Send to printer »

Feature Articles : Apr 1, 2009 (Vol. 29, No. 7)

Digital Gene-Expression Profiling

Technology Set to Compete with Microarrays in This Application Arena
  • Vicki Glaser

Microarray-based gene-expression profiling technology hardly seems like it has been around long enough for a new approach to come along and challenge its market dominance. Yet, there is a growing sense that digital gene-expression profiling, a fully quantitative approach for gene-expression analysis, will replace microarrays in this application area.

Within this emerging market sector for digital RNA counting, the methodologies and technologies are evolving so rapidly that traditional sequencing-based serial analysis of gene-expression  approaches are being challenged by more direct RNASeq techniques, driven in large part by the advances in and declining cost of next-generation sequencing technologies.

Digital gene-expression (DGE) technologies are emerging that eliminate the need for restriction enzyme digestion of DNA samples, PCR-based genomic amplification, and ligation of sequence tags. These innovative strategies are not only making whole transcriptome analysis feasible and cost-efficient, they are also creating new commercial opportunities, including the analysis of newly discovered populations of small RNAs believed to have an important role in gene regulation, protein expression, and cell function.

DGE offers distinct advantages over array-based gene-expression analysis systems for transcriptomics, including better coverage, the ability to measure low-abundance genes and to find unknown transcripts, and minimal background noise for increased sensitivity.

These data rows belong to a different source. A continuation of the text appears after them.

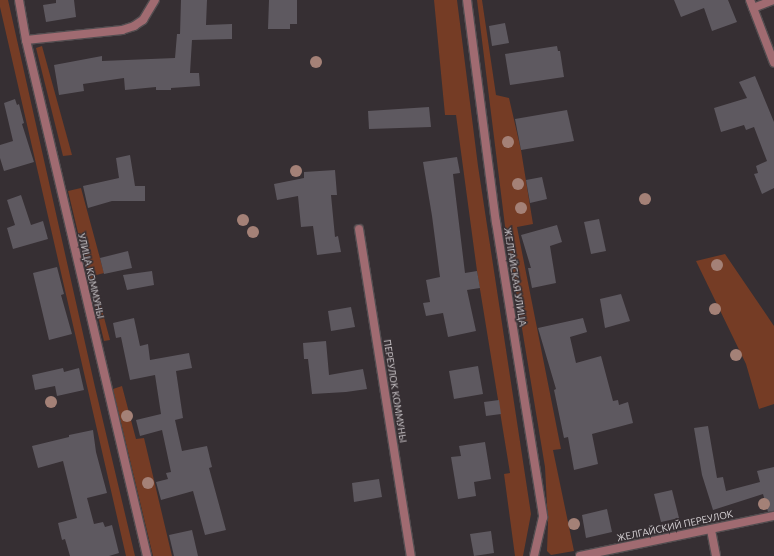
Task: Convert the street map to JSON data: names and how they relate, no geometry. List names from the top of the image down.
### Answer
{
  "streets": {
    "street": [
      "УЛИЦА КОММУНЫ",
      "ЖЕЛГАЙСКАЯ УЛИЦА",
      "ПЕРЕУЛОК КОММУНЫ",
      "ЖЕЛГАЙСКИЙ ПЕРЕУЛОК"
    ]
  }
}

A group of Dutch researchers compared deep sequencing-based gene-expression analysis using the Illumina whole genome sequencer to five microarray-based platforms. They concluded “that deep sequencing provides a major advance in robustness, comparability, and richness of expression profiling data.” The authors predicted that, “with the continuously increasing number of reads at reduced costs, RNASeq will become affordable for standard differential gene-expression analysis.”

Transcriptome Analysis

Compared to microarray-based methods, the paramount advantage of DGE is that the transcripts are counted and “you do not depend on semi-quantitative analysis of light signaling intensity,” says Björn Rotter, head of functional genomics at GenXPro. “You also don’t need to normalize the data to the same extent, and there is no possibility of false positives, resulting in more reliable information,” he adds.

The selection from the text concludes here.